Pesquisa arqueológica em Bet Shemesh, Jerusalém, Israel
O poeta alemão Goethe descreveu, em 1788, com as seguintes
palavras, os sentimentos que experimentara quando da sua primeira visita à
Roma:
Também as antiguidades romanas começaram a me agradar. História,
inscrições, museus, dos quais antes nada queria saber, tudo se abria diante de
mim. O que se passara comigo quanto à história natural, aconteceu também aqui,
pois neste lugar condensava-se toda a história do mundo e, desde o dia que fui
para Roma, contei um segundo nascimento, um verdadeiro renascimento.
As impressões de Goethe ressaltam que a constituição de uma
identidade depende da preservação de lugares com suas evocações à nossa
memória, sendo o caso de Roma muito claro, com seus tantos monumentos de fama
internacional: diante de tais monumentos o poeta acabou desenvolvendo uma
admiração por aquela antiga civilização e reconhecendo-se, como ser humano,
herdeiro das realizações daqueles antepassados. [...]
Embora os documentos escritos se prestem a essa reconstrução
histórica, sua pouca acessibilidade confere-lhes uma significação
consideravelmente menor do que a cultura material, cuja presença física atinge
diretamente os membros da sociedade. Na concepção do arqueólogo [...]
Karl-Heinz Otto, a arqueologia - ao resgatar os vestígios materiais das pessoas
comuns, não apenas das elites, que monopolizaram os documentos escritos por
milênios - permite ao cidadão "avaliar o papel dos homens comuns, o papel
das massas populares, como agentes e forjadores da história".

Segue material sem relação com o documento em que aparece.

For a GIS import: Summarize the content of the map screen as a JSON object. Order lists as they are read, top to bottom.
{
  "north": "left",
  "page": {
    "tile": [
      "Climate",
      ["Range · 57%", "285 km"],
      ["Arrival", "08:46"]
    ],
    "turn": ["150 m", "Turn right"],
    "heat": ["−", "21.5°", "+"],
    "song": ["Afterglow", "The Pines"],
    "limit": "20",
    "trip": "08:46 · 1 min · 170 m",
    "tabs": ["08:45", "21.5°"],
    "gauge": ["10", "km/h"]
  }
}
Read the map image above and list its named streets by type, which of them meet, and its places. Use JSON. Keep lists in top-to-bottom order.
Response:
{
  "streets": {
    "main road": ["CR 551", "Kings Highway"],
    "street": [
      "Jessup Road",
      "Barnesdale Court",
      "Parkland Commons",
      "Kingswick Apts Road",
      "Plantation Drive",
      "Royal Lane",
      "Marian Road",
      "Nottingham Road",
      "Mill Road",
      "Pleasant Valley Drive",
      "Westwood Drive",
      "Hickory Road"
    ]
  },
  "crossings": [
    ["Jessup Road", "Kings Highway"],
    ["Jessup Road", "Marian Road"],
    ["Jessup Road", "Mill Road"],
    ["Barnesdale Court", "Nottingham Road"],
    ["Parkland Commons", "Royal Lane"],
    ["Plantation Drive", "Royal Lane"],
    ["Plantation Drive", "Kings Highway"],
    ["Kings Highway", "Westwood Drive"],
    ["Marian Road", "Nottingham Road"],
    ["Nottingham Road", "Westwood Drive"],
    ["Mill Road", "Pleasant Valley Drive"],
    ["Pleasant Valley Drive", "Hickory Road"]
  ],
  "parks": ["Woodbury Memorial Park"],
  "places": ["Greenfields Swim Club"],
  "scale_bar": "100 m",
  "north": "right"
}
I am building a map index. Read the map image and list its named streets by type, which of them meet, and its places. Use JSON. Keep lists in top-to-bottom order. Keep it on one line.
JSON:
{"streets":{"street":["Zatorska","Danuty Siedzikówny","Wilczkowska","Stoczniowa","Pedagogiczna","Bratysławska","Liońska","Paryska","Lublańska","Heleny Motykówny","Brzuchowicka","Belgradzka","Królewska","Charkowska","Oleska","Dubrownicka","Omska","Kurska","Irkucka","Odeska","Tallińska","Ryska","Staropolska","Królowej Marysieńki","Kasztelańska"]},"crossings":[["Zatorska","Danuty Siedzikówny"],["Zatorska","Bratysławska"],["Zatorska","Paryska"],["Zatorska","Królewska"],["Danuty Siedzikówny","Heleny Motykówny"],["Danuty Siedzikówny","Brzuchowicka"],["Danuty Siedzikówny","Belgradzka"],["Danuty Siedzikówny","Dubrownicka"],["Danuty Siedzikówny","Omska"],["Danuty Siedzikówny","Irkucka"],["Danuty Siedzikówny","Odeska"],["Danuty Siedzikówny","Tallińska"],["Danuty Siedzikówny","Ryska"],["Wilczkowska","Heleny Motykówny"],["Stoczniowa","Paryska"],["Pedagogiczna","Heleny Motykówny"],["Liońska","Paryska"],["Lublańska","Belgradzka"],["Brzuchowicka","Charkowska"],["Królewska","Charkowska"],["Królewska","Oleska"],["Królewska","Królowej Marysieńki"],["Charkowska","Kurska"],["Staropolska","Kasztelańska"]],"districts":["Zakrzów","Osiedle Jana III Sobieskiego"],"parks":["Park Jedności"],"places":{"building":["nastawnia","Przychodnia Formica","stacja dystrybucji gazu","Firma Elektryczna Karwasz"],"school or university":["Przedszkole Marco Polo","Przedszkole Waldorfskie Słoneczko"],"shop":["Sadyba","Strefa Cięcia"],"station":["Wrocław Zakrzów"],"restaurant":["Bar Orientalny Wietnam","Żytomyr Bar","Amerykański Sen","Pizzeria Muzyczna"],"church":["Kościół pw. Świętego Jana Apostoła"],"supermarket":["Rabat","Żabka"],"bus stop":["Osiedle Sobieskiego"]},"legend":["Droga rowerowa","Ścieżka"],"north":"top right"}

O reconhecimento da significação político-ideológica da
arqueologia não se restringe a apenas alguns grupos ou tendências. Em fins da
década de 1970, um arqueólogo britânico [...], Grahame Clark, considerava que a
arqueologia "apresenta questões mais radicais do que aquelas comumente
posta pela ciência política ou pela sociologia, pois elas são colocadas numa
perspectiva mais ampla", ao tratar das pessoas comuns, dos indígenas, sob
uma perspectiva menos enviesada do que a prevalecente nas fontes escritas. Essa
abordagem mais ampla da arqueologia engloba toda a história da humanidade [...]
assim como permite um acesso ao conhecimento da vida e da história da imensa
maioria de analfabetos de todos os tempos.
Qual a relação entre arqueologia, em geral percebida como
uma ciência neutra, e a política, ou seja, a esfera das relações de poder? A
arqueologia é sempre política, responde a necessidades político-ideológicas dos
grupos em conflito nas sociedades contemporâneas. Como afirmou o arqueólogo
britânico Clive Gable:
A arqueologia surgiu, de forma gradual, nos últimos
duzentos anos como o estudo sistemático do passado. [...] A força motora foi a
nova ordem política, social e econômica da Revolução Industrial, primeiro na
Europa e depois na América do Norte. Uma reação à arqueologia imperialista foi
a fundação do Congresso Mundial de arqueologia, em 1986 e a inovadora série de
livros One World Archeology. [...]
[...]
A ligação entre arqueologia e política apresenta-se,
contudo, sempre mediatizada. Não se trata apenas de justificar certas relações
de poder, ou de fortalecer certas ideologias, mas de legitimá-las pela presença
de testemunhos materiais que dêem sustentação científica a essas pretensões.
[...]
A criação e a valorização de uma identidade nacional ou
cultural relacionam-se, muitas vezes, com a arqueologia. Neste caso, predominam
com frequência os interesses dos grupos dominantes mediados pela ação do
Estado. Assim, por exemplo, a importância ideológica da arqueologia em Israel,
bem como a grande participação de voluntários nas escavações e na preservação e
exibição do material arqueológico, explica-se pela busca de identidade entre o
atual Estado judeu e a antiga ocupação hebraica da Palestina.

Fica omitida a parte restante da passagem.